Reorganizations also may occur as a result of recovery of excessive disk space caused by CI/CA splits. Direct insertions that cause splits can result in a 50 percent free space being allocated in the original and new CI or CA. Often, this resulting free space may not be totally reused or usable. This means no inserts would use this space, which results in wasted space. You can detect this condition using a LISTCAT and observing the free space bytes. If this figure continues to increase, then the resulting free space isn’t being reused at the rate the free space is being created. Figure 1 provides information regarding a non- SMS data set that reached the maximum of 123 extents for a total allocation of 1,940 cylinders. The total free space bytes are 1,400,295,424 bytes or almost 1,900 cylinders. In other words, the data set has received a high number of CA splits in spite of the exceptionally high free space that’s available in the data set. This is an unusually high disk space allocation for a data set with only 10,397 records in it.
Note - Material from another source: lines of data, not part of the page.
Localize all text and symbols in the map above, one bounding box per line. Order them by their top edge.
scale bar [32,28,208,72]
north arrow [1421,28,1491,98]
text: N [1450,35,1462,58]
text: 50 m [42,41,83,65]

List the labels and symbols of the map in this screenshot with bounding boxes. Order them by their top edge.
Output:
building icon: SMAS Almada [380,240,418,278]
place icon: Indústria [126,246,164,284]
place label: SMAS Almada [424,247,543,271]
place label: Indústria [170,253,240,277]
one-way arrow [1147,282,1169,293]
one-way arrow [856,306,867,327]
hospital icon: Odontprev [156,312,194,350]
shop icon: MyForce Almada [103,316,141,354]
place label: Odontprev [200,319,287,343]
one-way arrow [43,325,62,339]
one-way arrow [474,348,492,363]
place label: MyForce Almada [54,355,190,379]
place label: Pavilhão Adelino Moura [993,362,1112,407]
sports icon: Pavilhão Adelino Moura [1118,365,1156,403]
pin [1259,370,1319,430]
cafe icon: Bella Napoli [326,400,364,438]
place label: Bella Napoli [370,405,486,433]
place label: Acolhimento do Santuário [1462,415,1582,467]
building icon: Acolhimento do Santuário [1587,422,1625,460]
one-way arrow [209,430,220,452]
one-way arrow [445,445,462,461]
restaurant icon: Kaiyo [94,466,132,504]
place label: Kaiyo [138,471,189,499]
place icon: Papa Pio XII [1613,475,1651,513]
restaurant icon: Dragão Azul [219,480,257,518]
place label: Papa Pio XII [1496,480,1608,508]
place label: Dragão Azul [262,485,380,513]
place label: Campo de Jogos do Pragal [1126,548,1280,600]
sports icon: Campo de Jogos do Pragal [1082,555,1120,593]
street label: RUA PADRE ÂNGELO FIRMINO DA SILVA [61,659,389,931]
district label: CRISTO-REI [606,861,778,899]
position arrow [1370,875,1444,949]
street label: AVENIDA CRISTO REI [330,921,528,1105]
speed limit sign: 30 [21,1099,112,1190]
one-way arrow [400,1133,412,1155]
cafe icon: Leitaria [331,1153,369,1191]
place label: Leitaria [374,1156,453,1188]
The data set would easily fit into the primary allocation of 100 cylinders with plenty of room to spare.
Improvements in extent processing have helped delay reorganizations resulting from reaching the maximum extent limit. Specifically, IBM has implemented an extent consolidation logic that reflects fewer extents than the number of times a secondary allocation was requested for SMS-managed data sets. Unfortunately, this doesn’t work for non-SMS-managed data sets. When a new extent on the same volume is needed, VSAM checks to see if the new extent being allocated is contiguous to the last extent used. If so, VSAM adds the space, extending or changing the ending extent address without increasing the number of extents in the data set. This helps defer the need for reorganizations due to reaching the maximum extent limit even though the overhead for secondary processing remains. Finally, a data set that’s continuously acquiring extents should have its secondary allocation (and primary, if too small to load the entire data set) reviewed because the additional extents may indicate that the secondary request was too small. Raise the requested secondary amount to reduce extent processing. You don’t want to go to secondary allocation during a CA split in an online environment because it will adversely affect response times of transactions requiring access to the data set.